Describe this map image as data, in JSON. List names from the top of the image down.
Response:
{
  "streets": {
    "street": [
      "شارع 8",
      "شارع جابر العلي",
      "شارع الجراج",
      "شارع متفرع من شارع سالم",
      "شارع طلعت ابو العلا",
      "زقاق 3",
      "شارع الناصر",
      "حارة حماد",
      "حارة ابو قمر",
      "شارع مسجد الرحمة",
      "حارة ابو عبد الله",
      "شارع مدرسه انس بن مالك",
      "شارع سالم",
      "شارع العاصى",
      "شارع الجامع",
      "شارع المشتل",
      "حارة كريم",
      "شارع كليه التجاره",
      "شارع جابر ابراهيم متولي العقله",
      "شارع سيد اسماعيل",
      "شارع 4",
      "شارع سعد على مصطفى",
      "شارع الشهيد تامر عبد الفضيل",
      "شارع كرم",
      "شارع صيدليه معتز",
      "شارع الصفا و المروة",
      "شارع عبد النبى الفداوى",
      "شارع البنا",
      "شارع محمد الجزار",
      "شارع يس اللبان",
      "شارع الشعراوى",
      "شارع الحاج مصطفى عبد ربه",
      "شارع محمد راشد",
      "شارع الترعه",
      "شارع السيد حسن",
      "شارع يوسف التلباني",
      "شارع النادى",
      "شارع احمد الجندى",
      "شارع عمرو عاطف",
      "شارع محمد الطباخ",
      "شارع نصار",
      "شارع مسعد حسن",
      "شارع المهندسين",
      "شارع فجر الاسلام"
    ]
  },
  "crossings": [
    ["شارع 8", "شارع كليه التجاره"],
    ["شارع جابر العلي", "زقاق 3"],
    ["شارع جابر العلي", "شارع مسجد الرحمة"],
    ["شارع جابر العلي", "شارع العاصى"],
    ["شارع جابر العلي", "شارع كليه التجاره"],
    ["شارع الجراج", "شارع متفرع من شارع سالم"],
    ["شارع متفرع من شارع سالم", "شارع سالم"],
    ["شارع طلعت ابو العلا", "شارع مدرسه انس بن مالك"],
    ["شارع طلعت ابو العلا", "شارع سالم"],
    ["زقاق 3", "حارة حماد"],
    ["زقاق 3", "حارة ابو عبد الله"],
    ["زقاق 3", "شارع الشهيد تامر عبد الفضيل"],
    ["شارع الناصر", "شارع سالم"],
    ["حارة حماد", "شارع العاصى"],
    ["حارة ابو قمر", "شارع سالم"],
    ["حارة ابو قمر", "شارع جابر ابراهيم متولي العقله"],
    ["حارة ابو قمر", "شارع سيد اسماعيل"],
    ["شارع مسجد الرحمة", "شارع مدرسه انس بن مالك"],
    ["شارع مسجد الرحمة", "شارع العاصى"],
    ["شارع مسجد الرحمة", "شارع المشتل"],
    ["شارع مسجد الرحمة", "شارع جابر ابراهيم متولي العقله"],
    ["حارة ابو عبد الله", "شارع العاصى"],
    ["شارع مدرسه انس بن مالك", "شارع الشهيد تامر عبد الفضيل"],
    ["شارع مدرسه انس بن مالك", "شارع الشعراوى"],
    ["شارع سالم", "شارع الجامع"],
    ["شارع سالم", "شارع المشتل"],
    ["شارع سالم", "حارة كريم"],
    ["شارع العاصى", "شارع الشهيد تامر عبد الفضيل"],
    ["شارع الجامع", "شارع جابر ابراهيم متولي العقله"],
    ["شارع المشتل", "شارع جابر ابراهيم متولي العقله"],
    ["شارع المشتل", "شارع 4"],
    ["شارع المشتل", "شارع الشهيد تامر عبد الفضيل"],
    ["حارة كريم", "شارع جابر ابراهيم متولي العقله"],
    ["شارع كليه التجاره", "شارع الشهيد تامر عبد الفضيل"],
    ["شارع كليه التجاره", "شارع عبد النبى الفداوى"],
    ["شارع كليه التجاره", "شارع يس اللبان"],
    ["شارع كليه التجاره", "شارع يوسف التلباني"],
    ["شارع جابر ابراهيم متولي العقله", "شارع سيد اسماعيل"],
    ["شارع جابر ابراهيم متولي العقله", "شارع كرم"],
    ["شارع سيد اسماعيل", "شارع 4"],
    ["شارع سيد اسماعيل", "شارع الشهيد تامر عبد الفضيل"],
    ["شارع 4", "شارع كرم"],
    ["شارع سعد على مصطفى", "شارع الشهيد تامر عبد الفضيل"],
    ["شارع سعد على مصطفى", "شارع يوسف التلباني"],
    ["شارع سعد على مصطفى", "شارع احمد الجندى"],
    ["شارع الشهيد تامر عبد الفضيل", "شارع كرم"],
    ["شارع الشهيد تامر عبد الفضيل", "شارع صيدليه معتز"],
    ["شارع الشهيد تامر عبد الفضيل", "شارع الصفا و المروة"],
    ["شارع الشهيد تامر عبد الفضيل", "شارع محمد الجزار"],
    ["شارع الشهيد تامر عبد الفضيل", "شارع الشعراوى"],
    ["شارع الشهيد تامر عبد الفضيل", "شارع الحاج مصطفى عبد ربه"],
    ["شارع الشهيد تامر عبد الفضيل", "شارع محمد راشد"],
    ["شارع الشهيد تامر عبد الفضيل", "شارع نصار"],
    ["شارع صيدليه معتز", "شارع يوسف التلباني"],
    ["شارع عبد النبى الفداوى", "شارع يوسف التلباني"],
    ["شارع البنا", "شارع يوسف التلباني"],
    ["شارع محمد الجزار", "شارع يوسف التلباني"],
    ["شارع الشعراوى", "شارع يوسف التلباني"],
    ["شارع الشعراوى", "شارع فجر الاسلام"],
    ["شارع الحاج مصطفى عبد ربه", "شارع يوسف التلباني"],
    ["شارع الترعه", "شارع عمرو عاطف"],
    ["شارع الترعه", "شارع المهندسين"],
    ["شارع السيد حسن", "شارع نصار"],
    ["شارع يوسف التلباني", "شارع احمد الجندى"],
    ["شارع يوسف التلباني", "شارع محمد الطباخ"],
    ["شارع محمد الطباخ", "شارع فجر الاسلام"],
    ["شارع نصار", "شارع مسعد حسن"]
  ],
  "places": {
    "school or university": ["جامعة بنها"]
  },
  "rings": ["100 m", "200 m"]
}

- - - -

[Task to complete]: State how many lines of the entries include the word "البنا", giving that number by itself.

[Solution below]: 2